24 Ways to Invest Locally – tips 5-8

October 13, 2013

NOTE: Images in this archived article have been removed.

Image RemovedIt’s New Economy Week, and PCI Fellow Michael Shuman is sharing 24 Ways to Invest Locally. Each day this week, Post Carbon Institute will roll out four ways you can—right now—begin to move your money from Wall Street to Main Street, and help build a vibrant, more resilient economy in your community.

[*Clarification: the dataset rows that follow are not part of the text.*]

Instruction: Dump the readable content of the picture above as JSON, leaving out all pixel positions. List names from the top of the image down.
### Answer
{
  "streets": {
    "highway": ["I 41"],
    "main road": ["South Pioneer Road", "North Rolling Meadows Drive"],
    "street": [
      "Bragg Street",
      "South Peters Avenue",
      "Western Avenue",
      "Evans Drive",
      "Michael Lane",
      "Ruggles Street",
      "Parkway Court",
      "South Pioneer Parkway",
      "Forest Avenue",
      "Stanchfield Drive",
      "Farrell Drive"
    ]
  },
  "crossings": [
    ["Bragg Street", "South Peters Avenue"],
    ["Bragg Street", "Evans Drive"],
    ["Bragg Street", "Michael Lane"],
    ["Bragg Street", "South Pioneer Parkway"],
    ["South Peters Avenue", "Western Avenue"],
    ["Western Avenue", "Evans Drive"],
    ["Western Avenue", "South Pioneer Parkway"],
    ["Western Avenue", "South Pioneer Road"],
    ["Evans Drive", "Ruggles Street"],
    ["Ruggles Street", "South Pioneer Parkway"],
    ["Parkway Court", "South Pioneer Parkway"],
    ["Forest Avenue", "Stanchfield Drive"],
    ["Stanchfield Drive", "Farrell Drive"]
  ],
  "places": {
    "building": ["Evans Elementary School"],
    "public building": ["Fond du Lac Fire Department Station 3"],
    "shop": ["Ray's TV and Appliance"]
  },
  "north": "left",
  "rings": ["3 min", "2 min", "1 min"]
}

These tools are elaborated in Local Dollars, Local Sense: How to Shift Your Money from Wall Street to Main Street and Achieve Real Prosperity, one of three Community Resilience Guides from Chelsea Green and Post Carbon Institute. Michael Shuman is currently leading all-day workshops on these ideas around North America.
 
All 24 Ways to Invest Locally are available as one post here. Be sure to check the Resources page for more ways to build community resilience, and the Groups page to connect with people in your area.
 
TIPS 5-8
 
(5)    Donate Locally – Your charitable giving can do “double duty” by targeting it to local nonprofits that support local business. The Twin Pines Cooperative Foundation has helped set up foundations across the country so that charitable giving can support the establishment and expansion of local coops.
 
(6)    Pre-Purchase Local Goods and Services – In most U.S. states, preselling is not regarded as a security, so businesses can raise capital without attorneys by convincing their most loyal customers to make purchases in advance. And even in those states where it may be a security, well-established businesses still can use this technique. Hence, Awaken Café raised most of the $100,000 it needed to open a new store by preselling coffee. Credibles is a pre-selling web site for small food businesses seeking to expand.
 
(7)    Sponsor Local Businesses – Last year, web sites like Kickstarter and IndieGogo raised more than $100 million for small businesses and projects. Even though all you get for your money is a t-shirt or token of appreciation, you know that thousands of small contributors like yourself are helping to get a big idea off the ground. Note that it’s important to scan these sites for businesses in your own community (most peer-to-peer internet finance is nonlocal). A new generation of web sites, like Lucky Ant) and Community Funded, specifically facilitate local sponsorships.
 
(8)    Tap Internet Lending Sites – Kiva facilitates peer-to-peer lending to microentrepreneurs, mostly in the global South but increasingly in U.S. inner cities, though as a dot-org it only pays back principal. Prosper and the Lending Club, both dot-coms, also pay interest (now averaging close to 10% per year). As a community, you might encourage your businesses to use these sites for loans and your investors to scour them for local business investment opportunities. Alternatively, you might take advantage of P2P lending sites that focus on community finance, such as Solar Mosaic) and Community Sourced Capital.
 
Check back every day this week for for more ways to invest in your local economy.

Tips 1-4
Tips 9-12

Michael Shuman

Michael Shuman is director of research for Cutting Edge Capital, director of research and economic development at the Business Alliance for Local Living Economies (BALLE), and a Fellow of Post Carbon Institute. He holds an AB with distinction in economics and international relations from Stanford University and a JD from Stanford Law School. He has led community-based economic-development efforts across the country and has authored or edited seven previous books, including The Small Mart Revolution: How Local Businesses Are Beating the Global Competition (2006) and Going Local: Creating Self-Reliant Communities in the Global Age (1998).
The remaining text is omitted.